Integrating BOINC with Sun Grid Engine
Table of Contents
Recently, I setup a small High-Performance Computing (HPC) cluster for Iowa State’s solar car team. This cluster was primarily used for running Computational Fluid Dynamics (CFD) and MATLAB code. However, whenever the team was in the build phase and not actively designing the next car, the cluster sat idle the vast majority of the time. We decided that we should donate the extra compute time to scientific research.
We decided that BOINC would be the best way to donate our extra compute time. In case you’re not aware, BOINC stands for Berkeley Open Infrastructure for Network Computing. Basically, it’s a way for people to have their personal computers donate extra computational capacity to various scientific research projects and is run by University of California, Berkeley. Being designed for home computers will prove to be problematic.
The first challenge was simply installing BOINC. To avoid as many configuration changes as possible, we prefer to install applications to our network file share rather than locally on each compute node. Also, all of our compute nodes are headless, and BOINC usually ships with a GUI manager. This quickly rules out simply using the package manager and the prebuilt binaries available are severely out-of date. This leaves us with compiling from source.
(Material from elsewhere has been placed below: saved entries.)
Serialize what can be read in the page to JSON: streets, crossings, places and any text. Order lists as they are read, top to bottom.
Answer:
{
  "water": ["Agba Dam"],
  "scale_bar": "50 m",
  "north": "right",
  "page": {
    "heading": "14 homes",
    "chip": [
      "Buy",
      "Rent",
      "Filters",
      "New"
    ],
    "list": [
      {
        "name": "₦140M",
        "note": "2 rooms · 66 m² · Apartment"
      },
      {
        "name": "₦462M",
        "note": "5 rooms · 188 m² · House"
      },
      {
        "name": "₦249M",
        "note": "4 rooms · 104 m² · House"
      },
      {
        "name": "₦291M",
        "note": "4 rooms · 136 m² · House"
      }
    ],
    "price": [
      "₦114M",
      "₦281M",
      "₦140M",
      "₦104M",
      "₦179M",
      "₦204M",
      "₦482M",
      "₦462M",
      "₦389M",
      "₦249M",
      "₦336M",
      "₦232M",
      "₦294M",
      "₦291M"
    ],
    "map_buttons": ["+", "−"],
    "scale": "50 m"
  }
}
1# change directories to network file share 2cd /share/apps 3# clone repo 4git clone https://github.com/BOINC/boinc 5# move into repo 6cd boinc 7# run setup script 8./_autosetup 9# run configure script with file share path, and disable GUI BOINC manager 10./configure --prefix="/share/apps/boinc" --disable-manager 11# run make multithreaded 12make -j
In order to use BOINC, you need to create an account with each project you want to contribute to and attach your hosts to it. This can be extremely tedious, so using a service like BOINC Account Manager (BAM) is highly recommended. Once you select some projects, you can also check the option “Attach new host by default?” so that everything is automatic.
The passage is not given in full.